The most striking lesson to emerge from the furore over Thompson is that 41 years after Germaine Greer wrote The Female Eunuch, the gender war is still raging. I admit this comes as a surprise to me, but I’m probably a sexist dinosaur too.
Footnote: Asked about the appointment of a new EMA chief executive, Goldsworthy told Ryan that the organisation wouldn’t be appointing a woman just to appease the Thompson-haters. But given the way the EMA threw Thompson to the wolves, and its apparent eagerness to ingratiate itself with the tut-tutters, it wouldn’t surprise me if they did.
3 comments:
Karl, I heard an edited version of Ryan's interview of Goldsworthy in the 10:15 news washup. The edited version seemed far more reasonable than your description.
I know Goldy from some time back, having dealt with him on totally unrelated matters over a period of years. He has always struck me as a fairly unflappable kind of guy and that is certianly how he came over in the pieces I heard last night.
That said, Ryan does have a problem - one she shares with a few other RNZ and TVNZ hosts. She does not understand how people say "I cannot answer that." rather than "I will not answer that because it makes me look bad."
The first is a waste of time pursuing; the second is where the hounds must come out.
The last time I listened to Ryan it was from replay radio and only because I was particularly interested in the topic. She showed a decided bias towards welfare, especially for sole parents, when interviewing UK Work and Pensions Secretary Ian Duncan Smith. Even went as far as describing his attitude as " patronising" ("with respect" of course)
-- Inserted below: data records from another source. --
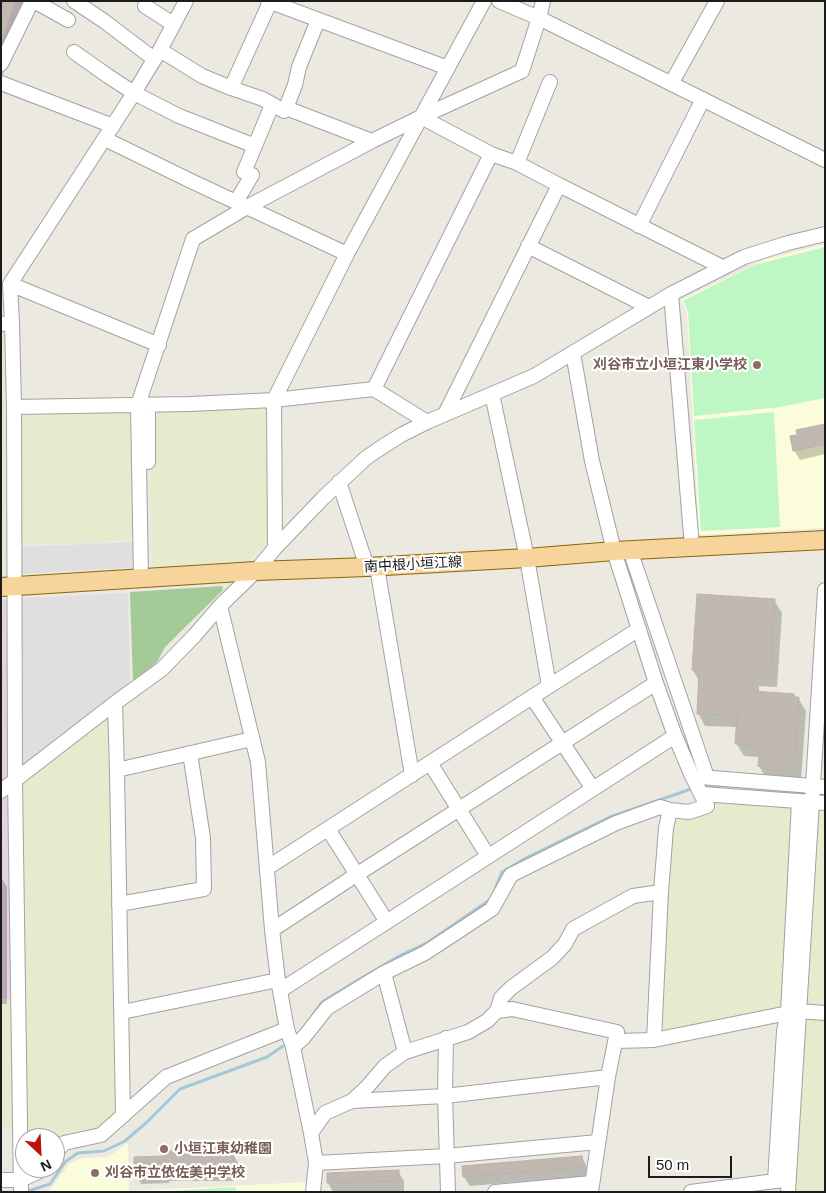 <!DOCTYPE html>
<meta charset="utf-8">
<style>
body{margin:0}
#map{position:relative;width:826px;height:1193px;overflow:hidden;background:#ece9e1;font-family:Arial,sans-serif}
canvas{display:block}
.frame{position:absolute;inset:0;border:2px solid #1b1b1b;pointer-events:none}
.north{position:absolute;left:15px;top:1128px;width:50px;height:50px;box-sizing:border-box;background:#fff;border:1px solid #a4a4a4;border-radius:50%;rotate:155deg;font-size:14px;font-weight:700;line-height:20px;text-align:center;color:#1b1b1b}
.north::after{content:'';display:block;margin:auto;width:18px;height:22px;background:#bc140b;clip-path:polygon(50% 0,100% 100%,50% 72%,0 100%)}
.scale{position:absolute;left:648px;top:1156px;width:84px;height:22px;box-sizing:border-box;border:2px solid #1b1b1b;border-top:0;padding-left:6px;font-size:15px;line-height:18px;white-space:nowrap;color:#1b1b1b;-webkit-text-stroke:4px #fff;paint-order:stroke}
</style>
<div id="map">
<canvas width="826" height="1193"></canvas>
<div class="frame"></div>
<div class="north">N</div>
<div class="scale">50 m</div>
</div>
<script>
const c = document.querySelector('canvas').getContext('2d');
c.lineJoin = 'round';
function fillPath(path, color) { c.fillStyle = color; c.fill(path, 'evenodd'); }
const toPath = rows => new Path2D(rows.map(r => 'M' + r).join(''));
function strokePath(path, color, width, dash) { c.strokeStyle = color; c.lineWidth = width; c.lineCap = dash ? 'butt' : 'round'; c.setLineDash(dash || []); c.stroke(path); }
function label(font, color, halo, rows, align = 'center') {
  c.font = font + ' Arial,"Noto Sans JP",sans-serif'; c.lineWidth = 4.5; c.setLineDash([]); c.textBaseline = 'middle'; c.strokeStyle = halo; c.fillStyle = color; for (const [text, x, y, turn = 0] of rows) {
    c.save(); c.translate(x, y); c.rotate((+turn || 0) * Math.PI / 180); c.textAlign = isNaN(turn) ? turn : align; if (halo) c.strokeText(text, 0, 0); c.fillText(text, 0, 0); c.restore();
  }
}
fillPath(toPath([
 [1,1,26,1,1,51],
 [1,599,4,599,8,604,11,999,1,999]
]), '#e5d3e1');
fillPath(toPath([
 [825,244,825,528,699,535,687,313,681,300,764,260],
 [128,1143,129,1191,308,1182,307,1192,43,1192,50,1190,69,1164,81,1158,108,1157]
]), '#fbfdda');
fillPath(toPath([
 [1,327,8,332,9,571,7,575,1,575],
 [268,406,269,540,247,563,152,567,149,410],
 [134,409,137,540,17,545,18,413],
 [825,663,825,784,818,784],
 [111,714,117,1117,100,1132,55,1147,55,1138,27,1138,22,784],
 [706,796,797,804,786,1009,662,1033,658,1030,671,827,675,821,713,809],
 [815,806,825,806,825,1008,806,1007],
 [1,1002,11,1002,13,1128,1,1128],
 [803,1017,825,1017,825,1192,792,1192]
]), '#e7ebcd');
fillPath(toPath([
 [222,586,223,590,165,647,157,662,133,682,130,592]
]), '#a4ca98');
fillPath(toPath([
 [825,247,825,398,780,407,694,416,688,312,683,301,754,265],
 [774,412,780,527,701,531,694,420],
 [236,1187,235,1192,151,1192]
]), '#bff6c6');
fillPath(toPath([
 [138,542,138,567,20,574,17,547],
 [128,593,130,684,23,767,22,598]
]), '#dfdfdf');
fillPath(toPath([
 [1,1,26,1,1,53],
 [825,425,825,454,800,460,794,450],
 [774,600,782,613,777,687,759,686,759,693,794,695,795,698,798,698,806,711,801,781,767,779,759,766,760,757,744,756,736,743,738,727,705,726,698,713,699,681,693,670],
 [1,877,7,887,7,1004,1,1004],
 [225,1149,227,1154,233,1154,238,1163,238,1174,234,1174,234,1181,169,1181,169,1183,141,1184,136,1175,175,1151],
 [582,1157,587,1167,588,1176,470,1186,464,1177],
 [398,1171,404,1181,404,1191,333,1192,328,1183,328,1174]
]), '#0003');
strokePath(toPath([
 [1,75,5,67],
 [702,785,731,786],
 [782,790,808,793],
 [817,794,825,795],
 [308,1022,322,1002,358,980,401,955,427,943,491,899,502,872,526,858,610,817,694,788],
 [25,1192,50,1184,66,1161,78,1153,104,1151,125,1141,147,1122,180,1089,267,1057,283,1046]
]), '#a3c9d8', 3);
const building = toPath([
 [1,1,15,1,3,39,1,38,1,1],
 [825,424,825,444,793,451,790,436,797,435,796,430,825,424],
 [697,594,775,599,770,675,753,674,752,691,794,694,794,697,799,697,794,769,790,769,790,771,762,769,762,767,758,766,760,745,735,744,737,715,697,714,699,670,692,670,697,594],
 [174,1148,226,1148,226,1153,234,1153,234,1166,230,1166,230,1173,164,1173,164,1174,134,1176,134,1157,165,1156,165,1151,174,1150,174,1148],
 [582,1156,583,1167,463,1177,462,1166,582,1156],
 [399,1170,399,1181,327,1183,327,1173,399,1170]
]);
fillPath(building, '#c0b8b1');
strokePath(building, '#bdb1a5', 1);
const minor = toPath([
 [34,1,68,20],
 [74,1,104,21,154,59],
 [268,1,448,68],
 [499,1,539,18,825,160],
 [145,6,173,24],
 [160,50,202,76,231,88,263,99,284,111,286,108,372,141],
 [74,52,108,76,134,93,179,116,255,146],
 [1,64,32,1],
 [1,83,113,126],
 [671,84,717,1],
 [231,88,270,2],
 [286,108,295,85,299,67,318,20],
 [421,117,491,154,517,163,559,185],
 [105,139,191,181,347,254],
 [517,163,550,82],
 [236,202,252,175,244,172,272,105],
 [639,226,703,99],
 [528,246,649,307],
 [10,284,12,323],
 [671,294,692,547],
 [1,324,12,323,14,407,15,780,21,1192],
 [159,345,10,284,134,93,160,50,186,1],
 [374,389,491,154],
 [492,394,527,558,549,686],
 [148,405,148,462],
 [14,407,190,404,274,400,374,389,427,422],
 [445,414,559,185,722,267],
 [339,482,367,567],
 [275,548,274,400,347,254,484,1],
 [630,550,707,777],
 [377,567,412,775],
 [141,578,138,405,193,239,247,207,372,141,421,117,522,71,539,18,543,1],
 [220,606,258,762,272,930,278,980,287,1029,293,1047,311,1133,316,1163,313,1192],
 [532,697,593,789],
 [115,703,117,770,123,1116],
 [430,763,488,856],
 [117,770,252,739],
 [700,777,825,787],
 [1,791,115,703,162,669,195,635,220,606,256,571,275,548,323,498,366,458,379,449,401,435,427,422,534,376,671,294,744,257,788,243,825,234],
 [702,794,825,803],
 [328,829,387,922],
 [267,868,532,697,639,629],
 [119,904,204,889,203,838,190,753],
 [272,930,356,875,656,683],
 [384,973,405,1052],
 [281,990,675,736],
 [497,1011,501,998,511,988,552,958,565,944,573,929,633,896,661,892],
 [122,1012,278,980],
 [446,1038,445,1096,448,1192],
 [654,1040,661,892,666,828,670,810],
 [616,1041,654,1040,798,1011,825,1013],
 [293,1047,304,1037,327,1008,384,973,425,953,492,909,511,875,616,823,660,807,670,810,689,812,707,806,692,776,675,736,656,683,614,551,592,461,573,353],
 [352,1101,445,1096,608,1077],
 [311,1133,325,1113,352,1101,368,1086,385,1066,405,1052,468,1032,487,1021,497,1011,512,1009,617,1032,608,1077,591,1192],
 [55,1153,64,1143,101,1135,166,1077,287,1029],
 [316,1163,446,1156,598,1142],
 [1,1180,20,1180,38,1172,41,1168],
 [775,1181,784,1031,788,1013,799,802],
 [495,1192,592,1183],
 [691,1192,783,1180],
 [788,1192,825,590]
]);
const major = toPath([
 [1,587,256,571,367,567,527,558,614,551,825,540]
]);
strokePath(minor, '#a2a2a2', 16);
strokePath(major, '#8b6608', 20);
strokePath(minor, '#fff', 14);
strokePath(major, '#f6d49c', 18);
for (const [x, y, r, color] of [
 [757,365,5,"#8d6e63"],
 [164,1149,5,"#8d6e63"],
 [95,1173,5,"#8d6e63"]
]) { const dot = new Path2D(); dot.arc(x, y, r, 0, 2 * Math.PI); c.fillStyle = color; c.fill(dot); strokePath(dot, '#fff', 2); }
label('bold 14px', '#785e54', '#fff', [
 ["刈谷市立小垣江東小学校",747,365,"right"],
 ["小垣江東幼稚園",174,1149],
 ["刈谷市立依佐美中学校",105,1173]
], 'left');
label('14px', '#1b1b1b', '#fff', [
 ["南中根小垣江線",413,565,-3]
]);
</script>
"What hope for balanced coverage?"
Answer: None. Sense, reason and objectivity don't win the a net increase in market share. So, it's natural that those things don't factor into commercial reportage. Instead we get plenty of the same simplistic, sensationalised crap.
Good on your for calling bullshit on this Karl. You're one of the few weights balancing the scales. Almost everybody else seems to have been scared away by the prospect of suffering the same lynching as Mr Thompson. Keep fighting the good fight.
The only glimmer of hope from this sad saga is that as many businesses (8) left the EMA because of its decision to fire Mr. Thompson as left in protest at his comments in the first place.